Yakutiye Medresesi içerisinde, bölgenin kültür ve sanat özelliklerini geçmişten günümüze taşıyan kadın takı ve giysileri, erkek takı ve aksesuarları, kemerler, bakır eserler, silahlar, mühürler ve sikkeler gibi etnografik nitelikteki eserler anıtsal yapı ile uyum içinde sergilenmektedir.
ERZURUM KALESİ
İletişim bilgileri:
Adres: Mirza Mehmet Mahallesi Yakutiye / Erzurum
Tel: (0442) 213 73 57
Müze Ziyaret Saatleri (Yaz/Kış):Yaz Dönemi: 08:00 / 19:30
Kış Dönemi: 08:00 / 17:00
Antik dönemde, Karadeniz kıyılarını güneye, güneydoğuya; Anadolu’yu da İpek Yolu vasıtasıyla Orta Asya ve Uzak Doğu’ya bağlayan güzergah üzerinde bulunan Erzurum Kalesi’nde ilk yerleşimin M.Ö. 2. bine kadar uzandığı düşünülmektedir. Ancak, M.S. 415-420 yılları arasında Roma İmparatorluğu’nun garnizon şehri olduğu yıllarda mimari forma bürünmüştür.
Şehrin ortasındaki yükselti üzerinde yer alan Erzurum Kalesi; savunmaya en elverişli, iki yönü (kuzey ve doğu) daha dik, diğer iki yönü (güney ve batı) daha az eğimli alana yerleştirilmiş İç Kale ile şehrin sokak, cadde ve mahallelerini içine alan Dış Kale’den oluşmaktadır.
“Kale Mescidi” ve “Tepsi Minaresi”yle Erzurum Kalesi, kenti simgeleyen yapıların başında gelmektedir. İç Kale’deki önemli mimari elemanlardan biri olan “Tepsi Minare”, Kesik Kule ya da Saat Kulesi adıyla bilinmekte ve sekizgen taş kaide üzerinde kalın, silindirik tuğla gövdelidir. Söz konusu yapının, bir gözetleme kulesi olabileceği gibi, hemen yakınındaki Kale Mescidi’nin minaresi olarak inşa edilmiş olabileceği de kabul edilmektedir.

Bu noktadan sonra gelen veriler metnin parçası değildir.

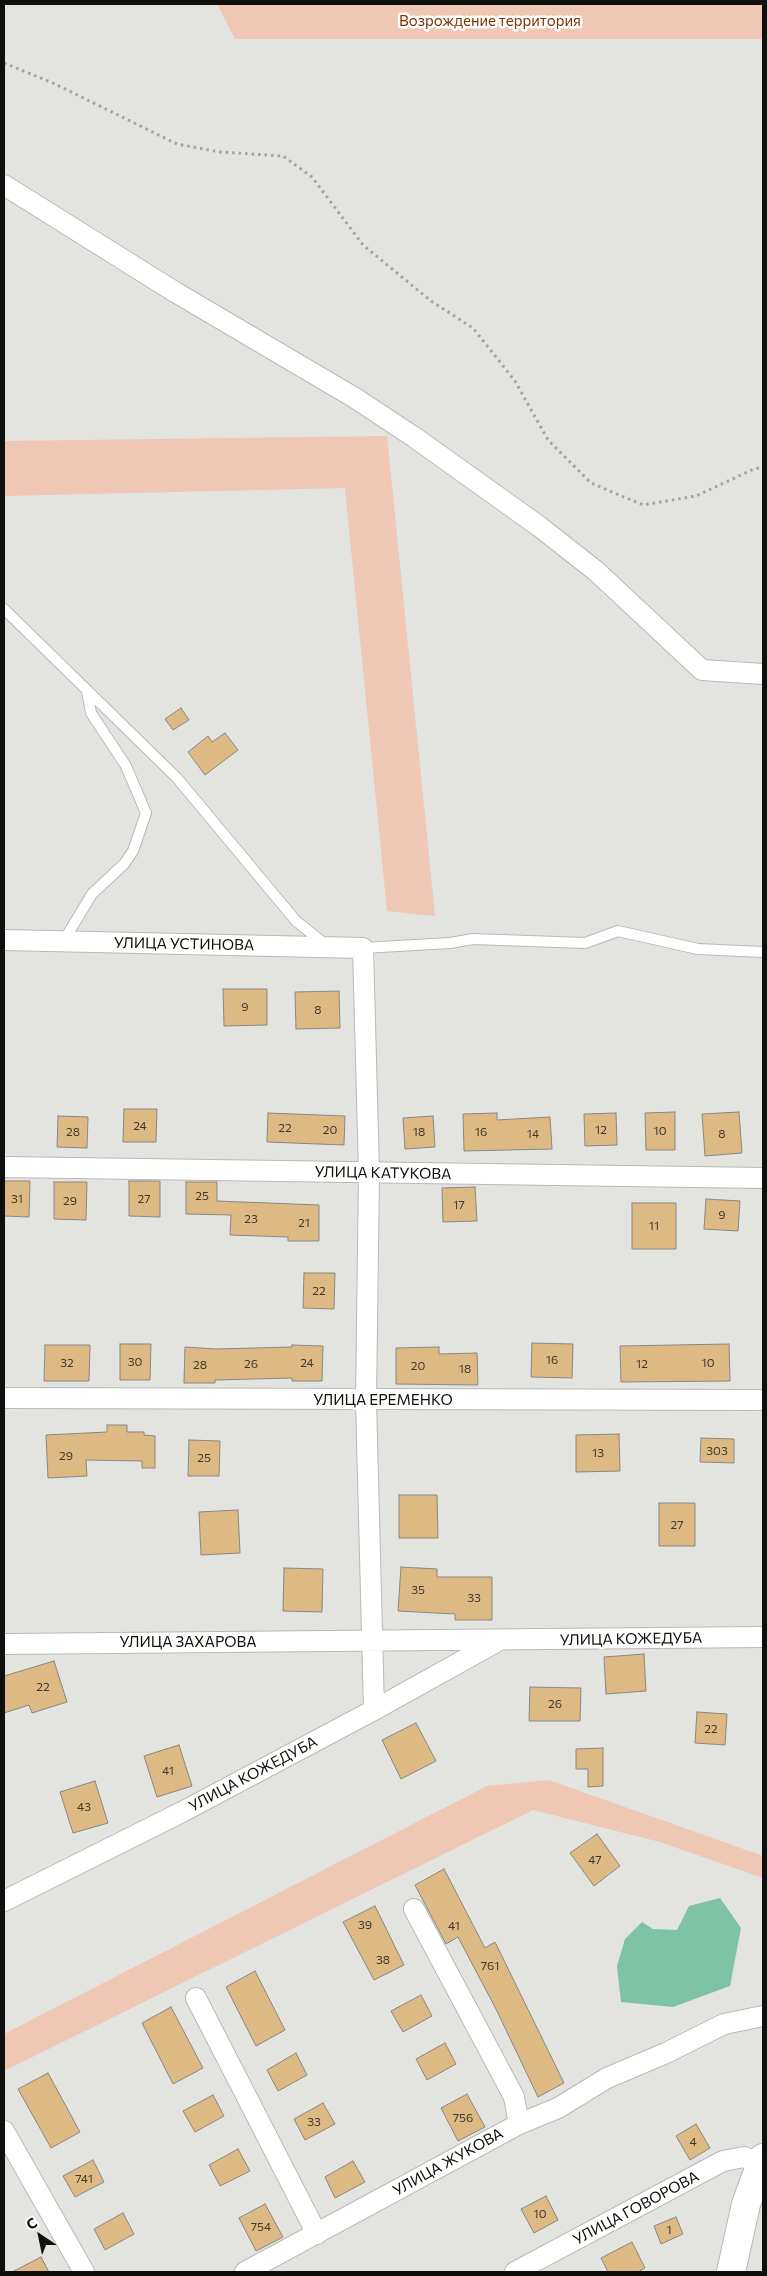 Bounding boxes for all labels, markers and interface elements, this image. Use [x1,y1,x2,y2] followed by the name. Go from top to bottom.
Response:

İç Kale’de yer alan ve Erzurum’daki en eski Türk devri yapısı olarak bilinen “Kale Mescidi” ise, 12. yüzyıl başlarına tarihlenen bir Saltuklu eseridir. Mescid-türbe arası ilginç bir mimari özelliğe sahip olan ve kuzey-güney ekseninde yerleştirilmiş dikdörtgen planlı Mescidin, yanındaki “Tepsi Minare” ile birlikte yaptırıldığı tahmin edilmektedir.
Kalenin güney cephesinde ise sivri kemerli kitabeli bir çeşme bulunmaktadır.
Erzurum Kalesi’nde 2000 yılından itibaren belli aralıklarla devam eden bilimsel kazılar ile değişik mekanlar, seramik ve küçük buluntu grupları açığa çıkarılmaktadır.